From: Phil Jackson
Dear Mr. Cox,
I applaud the recent change in reporting requirements regarding executive compensation. From what I see and hear on TV, companies are already moving away from reportable perks and increasing salaries to offset them.
I'm not one who advocates big government. However, I do believe that changes to the way businesses operate only happen when there is a finacial incentive or the law mandates it. Along that vein, I hope you'll continue your efforts to rein in excessive executive compensation.
I realize that companies hiring top executives are in fact bidding against each other and this is a major contributor to compensation inflation. I don't have a problem with fair pay or performance based compensation. I do have a problem with excessive pay and "golden parachutes" for underperformers ala Home Depot. In that case, not only did Nardeli not do anything for shareholders while he was there but he managed to screw them when he left. This is wrong and robs shareholders of money that could be paid to them as dividends or reinvested to grow the business.
I realize that the Board of Directors approves compensation for their executives. Perhaps more regulation in this area is required to increase the number of non-company directors or require non-company directors to head the compensation committee. Whatever the case, shareholders need to be protected from excessive and unjustifiable pay packages.

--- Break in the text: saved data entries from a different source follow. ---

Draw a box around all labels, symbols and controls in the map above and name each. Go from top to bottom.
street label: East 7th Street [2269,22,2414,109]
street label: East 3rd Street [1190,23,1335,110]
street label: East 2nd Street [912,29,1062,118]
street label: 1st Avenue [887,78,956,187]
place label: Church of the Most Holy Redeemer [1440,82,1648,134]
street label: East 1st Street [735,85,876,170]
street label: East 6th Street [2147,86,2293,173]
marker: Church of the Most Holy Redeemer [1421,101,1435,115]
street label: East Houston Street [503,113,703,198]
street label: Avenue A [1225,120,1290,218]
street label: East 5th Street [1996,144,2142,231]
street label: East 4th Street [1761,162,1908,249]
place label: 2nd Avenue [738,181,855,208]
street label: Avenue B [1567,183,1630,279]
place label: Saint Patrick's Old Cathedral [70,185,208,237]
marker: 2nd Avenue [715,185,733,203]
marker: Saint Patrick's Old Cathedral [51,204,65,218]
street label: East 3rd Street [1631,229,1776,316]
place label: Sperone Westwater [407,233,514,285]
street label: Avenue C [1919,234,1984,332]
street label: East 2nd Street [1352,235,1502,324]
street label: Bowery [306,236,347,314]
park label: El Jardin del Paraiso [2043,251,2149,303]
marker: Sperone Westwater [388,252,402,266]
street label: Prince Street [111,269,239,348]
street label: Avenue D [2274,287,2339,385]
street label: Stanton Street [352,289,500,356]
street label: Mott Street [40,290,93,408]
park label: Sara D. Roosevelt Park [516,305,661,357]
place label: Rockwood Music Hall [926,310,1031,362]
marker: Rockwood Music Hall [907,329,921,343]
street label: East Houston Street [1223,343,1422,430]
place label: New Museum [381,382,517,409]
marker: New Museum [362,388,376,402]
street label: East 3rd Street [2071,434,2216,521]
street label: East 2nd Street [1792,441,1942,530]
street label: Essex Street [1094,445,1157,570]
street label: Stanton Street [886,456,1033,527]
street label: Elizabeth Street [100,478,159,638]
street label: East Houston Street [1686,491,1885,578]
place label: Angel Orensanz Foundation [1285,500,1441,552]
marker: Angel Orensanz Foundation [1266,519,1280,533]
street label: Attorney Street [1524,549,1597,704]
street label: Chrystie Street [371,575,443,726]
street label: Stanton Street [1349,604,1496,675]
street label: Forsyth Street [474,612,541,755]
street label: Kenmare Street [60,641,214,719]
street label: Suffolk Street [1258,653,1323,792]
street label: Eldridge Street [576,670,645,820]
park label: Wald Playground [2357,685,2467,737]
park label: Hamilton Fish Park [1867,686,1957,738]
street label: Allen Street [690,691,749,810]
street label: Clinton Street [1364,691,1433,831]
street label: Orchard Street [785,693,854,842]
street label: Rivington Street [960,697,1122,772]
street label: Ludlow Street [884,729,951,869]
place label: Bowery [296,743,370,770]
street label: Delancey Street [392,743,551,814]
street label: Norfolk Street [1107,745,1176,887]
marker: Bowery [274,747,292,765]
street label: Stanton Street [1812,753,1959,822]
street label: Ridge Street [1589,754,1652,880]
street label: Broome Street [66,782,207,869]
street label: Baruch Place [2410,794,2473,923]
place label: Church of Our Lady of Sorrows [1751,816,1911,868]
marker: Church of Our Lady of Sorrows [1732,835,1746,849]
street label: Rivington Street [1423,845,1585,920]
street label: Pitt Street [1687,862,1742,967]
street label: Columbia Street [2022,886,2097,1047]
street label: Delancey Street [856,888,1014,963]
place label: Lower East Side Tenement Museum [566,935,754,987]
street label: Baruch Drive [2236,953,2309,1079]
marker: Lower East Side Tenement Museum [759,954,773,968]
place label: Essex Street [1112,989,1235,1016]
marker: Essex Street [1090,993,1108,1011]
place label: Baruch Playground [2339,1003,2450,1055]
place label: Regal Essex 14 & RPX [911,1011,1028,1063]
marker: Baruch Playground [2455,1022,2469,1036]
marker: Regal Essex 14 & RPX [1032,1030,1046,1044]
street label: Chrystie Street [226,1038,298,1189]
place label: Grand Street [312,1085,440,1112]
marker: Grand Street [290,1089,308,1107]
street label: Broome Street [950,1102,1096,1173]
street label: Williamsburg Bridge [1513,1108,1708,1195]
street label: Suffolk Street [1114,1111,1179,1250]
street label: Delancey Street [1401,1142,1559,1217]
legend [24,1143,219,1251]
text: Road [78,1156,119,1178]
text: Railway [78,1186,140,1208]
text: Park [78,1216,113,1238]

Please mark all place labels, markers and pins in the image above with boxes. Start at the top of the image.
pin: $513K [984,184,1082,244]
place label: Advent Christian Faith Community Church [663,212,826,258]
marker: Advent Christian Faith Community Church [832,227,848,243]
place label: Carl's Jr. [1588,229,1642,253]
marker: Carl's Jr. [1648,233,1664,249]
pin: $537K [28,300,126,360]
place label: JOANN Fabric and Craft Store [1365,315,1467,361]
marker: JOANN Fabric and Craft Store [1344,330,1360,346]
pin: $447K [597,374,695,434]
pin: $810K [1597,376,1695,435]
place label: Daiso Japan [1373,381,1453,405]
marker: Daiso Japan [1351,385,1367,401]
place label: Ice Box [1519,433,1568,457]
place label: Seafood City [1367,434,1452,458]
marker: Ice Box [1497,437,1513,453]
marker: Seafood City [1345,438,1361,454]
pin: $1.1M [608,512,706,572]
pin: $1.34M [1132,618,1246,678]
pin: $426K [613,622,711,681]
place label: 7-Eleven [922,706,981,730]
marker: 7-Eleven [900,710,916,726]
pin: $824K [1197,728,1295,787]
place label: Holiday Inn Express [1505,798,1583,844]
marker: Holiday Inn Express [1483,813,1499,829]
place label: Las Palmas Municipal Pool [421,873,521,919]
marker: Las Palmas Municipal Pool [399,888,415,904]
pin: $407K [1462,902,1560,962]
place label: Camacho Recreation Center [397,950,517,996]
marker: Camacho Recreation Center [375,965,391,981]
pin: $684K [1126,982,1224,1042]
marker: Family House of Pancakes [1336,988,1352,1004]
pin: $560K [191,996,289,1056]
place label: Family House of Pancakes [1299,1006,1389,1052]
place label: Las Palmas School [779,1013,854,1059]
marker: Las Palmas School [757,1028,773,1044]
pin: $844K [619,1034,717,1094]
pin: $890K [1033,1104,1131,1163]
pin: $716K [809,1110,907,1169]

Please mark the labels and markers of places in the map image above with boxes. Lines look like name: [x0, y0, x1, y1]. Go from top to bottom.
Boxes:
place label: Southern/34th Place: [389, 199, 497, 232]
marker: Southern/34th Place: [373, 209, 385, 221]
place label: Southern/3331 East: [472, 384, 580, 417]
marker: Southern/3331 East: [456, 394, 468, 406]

While the Board of Directors is ultimately responsible for executive compensation. holding them accountable under the current method of electing them is impossible. The fact that it is called an election is a huge misnomer. When's the last time a nominated director was not elected? Your efforts in making these elections actual elections would be appreciated.
Please consider this an appeal for controlling executive compensation and looking out for the rights of us "little guys" that have virtually no say in the inner workings of large corporations.